Each slice of the third dimension of mtVar, taken in turn, is passed to fft2 and the result stored back into the same slice of mtVar.

	mtVar2 = SliceFunction(mtVar, @(x)fft2(x), 3);

This will return the result in a new, complex MappedTensor with temporary storage.

	mtVar2 = SliceFunction(mtVar, @(x)sum(x), 3, [1 10 1]);

This will create a new MappedTensor with size [1 10 N], where N is the length along dimension 3 of mtVar.

	SliceFunction(mtVar, @()(randn(10, 10)), 3);

This will assign random numbers to each slice of mtVar independently.

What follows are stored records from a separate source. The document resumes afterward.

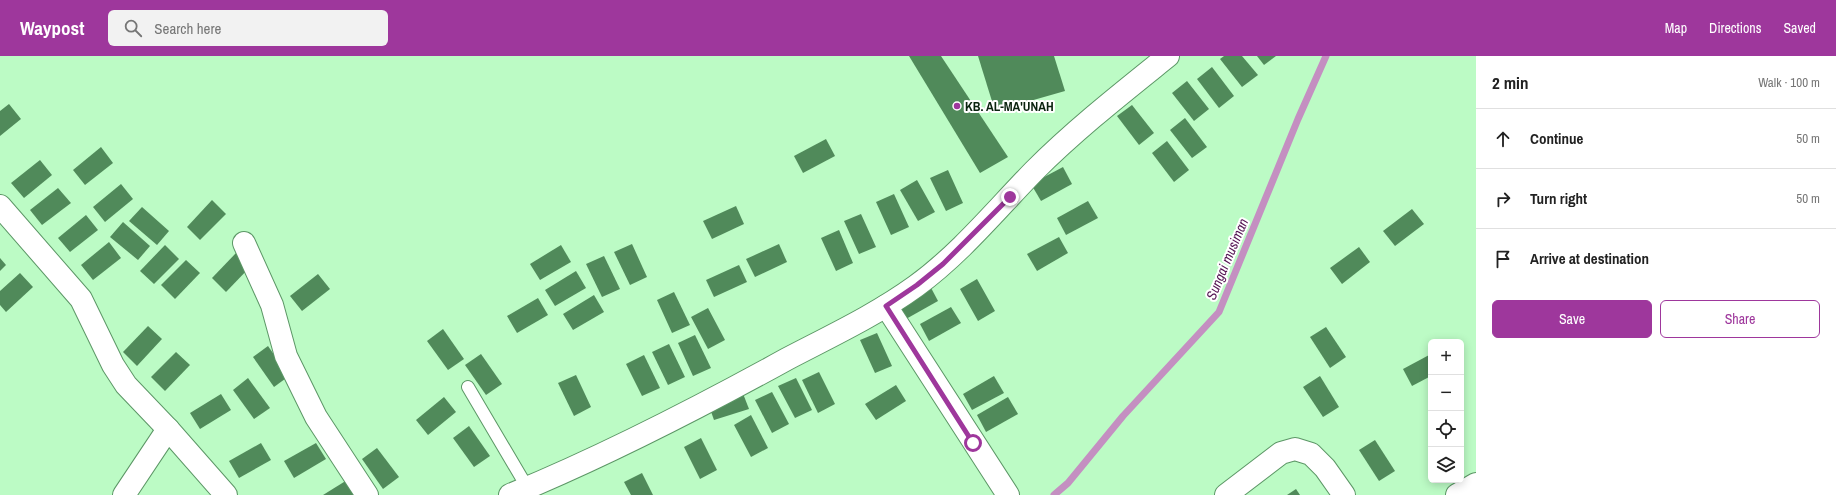 <!DOCTYPE html>
<html lang="en">
<head>
<meta charset="utf-8">
<style>
  body { margin:0; font-family:"Archivo Narrow",sans-serif; background:#f2f2f2; color:#222 }
  .controls { position:absolute; right:12px; bottom:12px; display:grid; overflow:hidden; border-radius:6px; box-shadow:0 2px 10px #0003 }
  .controls button { width:36px; height:36px; display:grid; place-items:center; padding:0; border:0; border-bottom:1px solid #e0e0e0; background:#fff; color:#222; font:20px sans-serif }
  .stop { position:absolute; width:12px; height:12px; margin:-9px; border:3px solid #9e379c; border-radius:50%; background:#fff }
  .stop.end { background:#9e379c; border-color:#fff; box-shadow:0 1px 4px #0008 }
  .list { margin:0; padding:0; list-style:none }
  h2 { display:flex; justify-content:space-between; align-items:center; height:52px; margin:0; padding:0 16px; font-size:17px }
  h2 small { font-size:13px; font-weight:400; color:#767676 }
  .list li { display:grid; grid-template-columns:26px 1fr auto; gap:12px; align-items:center; box-sizing:border-box; height:60px; padding:0 16px; border-top:1px solid #e0e0e0 }
  .list b { display:block; font-size:15px; white-space:nowrap }
  .list em { font-size:13px; font-style:normal; color:#767676 }
  .actions { display:flex; gap:8px; padding:12px 16px }
  .actions a { flex:1; padding:9px 0; border:1px solid #9e379c; border-radius:6px; text-align:center; font-size:14px; color:#9e379c }
  .actions .main { background:#9e379c; color:#fff }
  .icon { flex:none; width:22px; height:22px; fill:none; stroke:currentColor; stroke-width:2; stroke-linecap:round; stroke-linejoin:round }
  .map { position:relative; flex:none; width:1476px; height:439px; overflow:hidden }
  header { display:flex; align-items:center; gap:24px; box-sizing:border-box; height:56px; padding:0 20px; background:#9e379c; color:#fff }
  header strong { font-size:19px }
  nav { display:flex; gap:22px; margin-inline-start:auto; font-size:14px }
  .search { width:280px; height:36px; background:#f2f2f2; display:flex; align-items:center; gap:10px; box-sizing:border-box; padding:0 14px; border-radius:6px; color:#767676; font-size:15px }
  main { display:flex }
  aside { flex:1; background:#fff }
  .map>svg:first-child { display:block }
  .lines { fill:none; stroke-linecap:round; stroke-linejoin:round }
  .stream { stroke:#c48fc1; stroke-width:7 }
  .building { fill:#508a5a }
  .service-casing { stroke:#5c9766; stroke-width:14 }
  .minor-casing { stroke:#5c9766; stroke-width:24 }
  .tertiary-casing { stroke:#5c9766; stroke-width:24 }
  .service { stroke:#fff; stroke-width:12 }
  .minor { stroke:#fff; stroke-width:22 }
  .tertiary { stroke:#fff; stroke-width:22 }
  .route { stroke:#9e379c; stroke-width:5 }
  .poi-dot { fill:#9e379c; stroke:#fff; stroke-width:1.5 }
  .labels { text-anchor:middle; dominant-baseline:central; stroke-width:4; stroke-linejoin:round; paint-order:stroke }
  .poi-label { font-size:13px; font-weight:bold; fill:#0a230f; stroke:#fff; text-anchor:start }
  .water-label { font-size:14px; font-style:italic; fill:#541553; stroke:#fff }
</style>
</head>
<body>
<header>
<strong>Waypost</strong>
<div class="search"><svg class="icon" aria-label="search" viewBox="0 0 24 24"><circle cx="10" cy="10" r="6"/><path d="M15 15l6 6"/></svg>Search here</div>
<nav><a>Map</a><a>Directions</a><a>Saved</a></nav>
</header>
<main>
<div class="map">
<svg width="1476" height="439" viewBox="0 0 1476 439">
  <rect width="100%" height="100%" fill="#bcfbc5"/>
  <g class="lines">
    <!-- stream -->
    <polyline class="stream" points="1054,439 1068,427 1123,360 1219,256 1298,63 1326,0"/>
  </g>
  <!-- building -->
  <g class="building">
    <polygon points="909,0 941,0 1008,101 980,117"/>
    <polygon points="978,0 1054,0 1065,35 995,55"/>
    <polygon points="1224,0 1242,0 1258,19 1242,31 1220,3"/>
    <polygon points="1257,0 1276,0 1264,9"/>
    <polygon points="1212,11 1234,40 1219,52 1197,23"/>
    <polygon points="1187,25 1209,53 1194,65 1172,37"/>
    <polygon points="9,48 21,63 0,80 0,55"/>
    <polygon points="1132,49 1154,77 1139,89 1117,60"/>
    <polygon points="1185,62 1207,91 1192,102 1170,74"/>
    <polygon points="826,83 835,100 803,117 794,100"/>
    <polygon points="1167,85 1189,114 1174,126 1152,97"/>
    <polygon points="101,91 113,107 85,129 73,114"/>
    <polygon points="40,104 52,119 24,142 11,127"/>
    <polygon points="1063,111 1072,128 1041,145 1031,128"/>
    <polygon points="948,114 963,147 946,155 930,122"/>
    <polygon points="917,124 935,156 918,165 900,134"/>
    <polygon points="121,128 133,143 105,166 93,151"/>
    <polygon points="58,132 71,147 42,169 30,154"/>
    <polygon points="894,138 909,171 891,179 876,146"/>
    <polygon points="212,144 226,158 200,184 187,171"/>
    <polygon points="1088,145 1098,162 1066,179 1057,162"/>
    <polygon points="736,150 744,168 712,183 703,165"/>
    <polygon points="142,151 169,175 157,189 129,165"/>
    <polygon points="1412,153 1424,168 1395,190 1383,175"/>
    <polygon points="861,158 876,191 859,198 844,165"/>
    <polygon points="86,159 98,174 70,196 58,182"/>
    <polygon points="123,166 150,190 138,204 110,181"/>
    <polygon points="839,174 853,207 836,215 821,182"/>
    <polygon points="1059,181 1068,197 1037,215 1027,198"/>
    <polygon points="109,186 121,202 93,224 81,209"/>
    <polygon points="632,188 647,221 630,229 614,196"/>
    <polygon points="779,188 787,206 755,221 746,203"/>
    <polygon points="165,189 179,203 154,228 140,215"/>
    <polygon points="561,189 571,206 540,224 530,208"/>
    <polygon points="1359,191 1370,206 1342,228 1330,212"/>
    <polygon points="236,197 251,210 226,236 212,222"/>
    <polygon points="604,200 620,233 602,241 586,208"/>
    <polygon points="0,202 6,209 0,215"/>
    <polygon points="186,204 200,217 175,243 161,229"/>
    <polygon points="739,209 747,226 714,241 706,224"/>
    <polygon points="576,215 586,232 555,250 545,234"/>
    <polygon points="20,217 33,231 6,256 0,249 0,235"/>
    <polygon points="318,218 330,233 302,255 290,240"/>
    <polygon points="977,223 995,255 978,265 960,233"/>
    <polygon points="929,228 938,245 906,263 897,246"/>
    <polygon points="674,236 690,269 672,277 657,244"/>
    <polygon points="594,239 604,256 573,274 563,258"/>
    <polygon points="538,242 548,259 517,277 507,260"/>
    <polygon points="951,251 961,267 929,285 920,268"/>
    <polygon points="708,252 725,284 708,293 691,261"/>
    <polygon points="148,270 162,283 137,310 123,296"/>
    <polygon points="1326,271 1346,301 1330,312 1310,281"/>
    <polygon points="443,273 464,303 448,314 427,285"/>
    <polygon points="877,277 892,310 875,317 860,284"/>
    <polygon points="695,279 711,312 693,320 678,287"/>
    <polygon points="669,288 685,321 668,329 652,296"/>
    <polygon points="268,290 289,320 274,331 253,301"/>
    <polygon points="176,296 190,309 165,335 151,321"/>
    <polygon points="481,298 502,328 486,339 465,309"/>
    <polygon points="1431,298 1431,320 1412,330 1403,313"/>
    <polygon points="644,299 660,332 642,340 626,308"/>
    <polygon points="819,316 835,348 818,357 802,324"/>
    <polygon points="576,319 591,351 574,360 558,327"/>
    <polygon points="994,320 1004,337 972,354 963,338"/>
    <polygon points="1320,320 1339,351 1323,361 1303,331"/>
    <polygon points="248,322 270,352 254,363 233,334"/>
    <polygon points="796,322 812,354 795,362 778,330"/>
    <polygon points="896,329 906,345 876,364 865,348"/>
    <polygon points="742,335 749,353 714,364 708,347"/>
    <polygon points="772,336 789,368 772,377 755,344"/>
    <polygon points="221,338 231,354 200,373 190,357"/>
    <polygon points="444,341 456,356 428,379 416,364"/>
    <polygon points="1008,341 1018,358 986,376 977,359"/>
    <polygon points="751,359 768,392 751,401 734,369"/>
    <polygon points="469,370 490,400 474,411 453,382"/>
    <polygon points="701,382 717,414 700,423 684,391"/>
    <polygon points="1375,384 1395,415 1379,425 1359,394"/>
    <polygon points="261,387 271,404 239,422 229,405"/>
    <polygon points="316,387 326,403 294,422 284,405"/>
    <polygon points="377,392 399,421 383,433 362,403"/>
    <polygon points="642,417 653,439 631,439 624,426"/>
    <polygon points="352,421 361,439 323,439"/>
    <polygon points="1296,433 1300,439 1287,439"/>
  </g>
  <g class="lines">
    <!-- service casing -->
    <g class="service-casing">
      <polyline id="service" points="468,331 527,431"/>
    </g>
    <!-- minor casing -->
    <g class="minor-casing">
      <g id="minor">
        <polyline points="244,187 272,249 286,300 316,361 367,439"/>
        <polyline points="886,250 1008,439"/>
        <polyline points="124,439 168,373"/>
        <polyline points="1226,439 1281,397 1295,393 1311,398 1325,412 1344,439"/>
        <polyline points="1457,439 1476,428"/>
      </g>
    </g>
    <!-- tertiary casing -->
    <g class="tertiary-casing">
      <g id="tertiary">
        <polyline points="0,150 81,243 113,309 126,329 168,373 226,439"/>
        <path d="M510,439C603,401 698,352 787,303C831,280 876,259 916,230C960,198 996,154 1034,115C1076,73 1122,37 1168,0"/>
      </g>
    </g>
    <!-- service -->
    <use href="#service" class="service"/>
    <!-- minor -->
    <use href="#minor" class="minor"/>
    <!-- tertiary -->
    <use href="#tertiary" class="tertiary"/>
  </g>
  <g class="lines">
    <!-- route -->
    <polyline class="route" points="973,387 886,250 917,229 943,208 1010,141"/>
  </g>
  <!-- markers -->
  <circle class="poi-dot" cx="957" cy="50" r="4"/>
  <g class="labels">
    <!-- poi labels -->
    <g class="poi-label">
      <text x="965" y="50">KB. AL-MA'UNAH</text>
    </g>
    <!-- water labels -->
    <g class="water-label">
      <text transform="translate(1227 203) rotate(-67)">Sungai musiman</text>
    </g>
  </g>
</svg>
<div class="controls">
<button>+</button>
<button>−</button>
<button><svg class="icon" aria-label="locate" viewBox="0 0 24 24"><circle cx="12" cy="12" r="6"/><path d="M12 2v4M12 18v4M2 12h4M18 12h4"/></svg></button>
<button><svg class="icon" aria-label="layers" viewBox="0 0 24 24"><path d="M12 4l9 5-9 5-9-5zM3 14l9 5 9-5"/></svg></button>
</div>
<div class="stop" style="left:973px;top:387px"></div>
<div class="stop end" style="left:1010px;top:141px"></div>
</div>
<aside>
<h2>2 min<small>Walk · 100 m</small></h2>
<ul class="list">
<li><svg class="icon" aria-label="ahead" viewBox="0 0 24 24"><path d="M12 20V5M6 11l6-6 6 6"/></svg><div><b>Continue</b></div><em>50 m</em></li>
<li><svg class="icon" aria-label="right" viewBox="0 0 24 24"><path d="M7 20v-9h11M14 6l5 5-5 5"/></svg><div><b>Turn right</b></div><em>50 m</em></li>
<li><svg class="icon" aria-label="arrive" viewBox="0 0 24 24"><path d="M6 21V4h12l-3 4 3 4H6"/></svg><div><b>Arrive at destination</b></div></li>
</ul>
<div class="actions"><a class="main">Save</a><a>Share</a></div>
</aside>
</main>
</body>
</html>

	SliceFunction(mtVar, @(x, n)(x .* vfFactor(n)), 3);

The second argument to the function is passed the index of the current slice. This line will multiply each slice in mtVar by a scalar corresponding to that slice index.

Publications

This work was published in Frontiers in Neuroinformatics: DR Muir and BM Kampa. 2015. FocusStack and StimServer: A new open source MATLAB toolchain for visual stimulation and analysis of two-photon calcium neuronal imaging data, Frontiers in Neuroinformatics 8 85. Please cite our publication in lieu of thanks, if you use this code.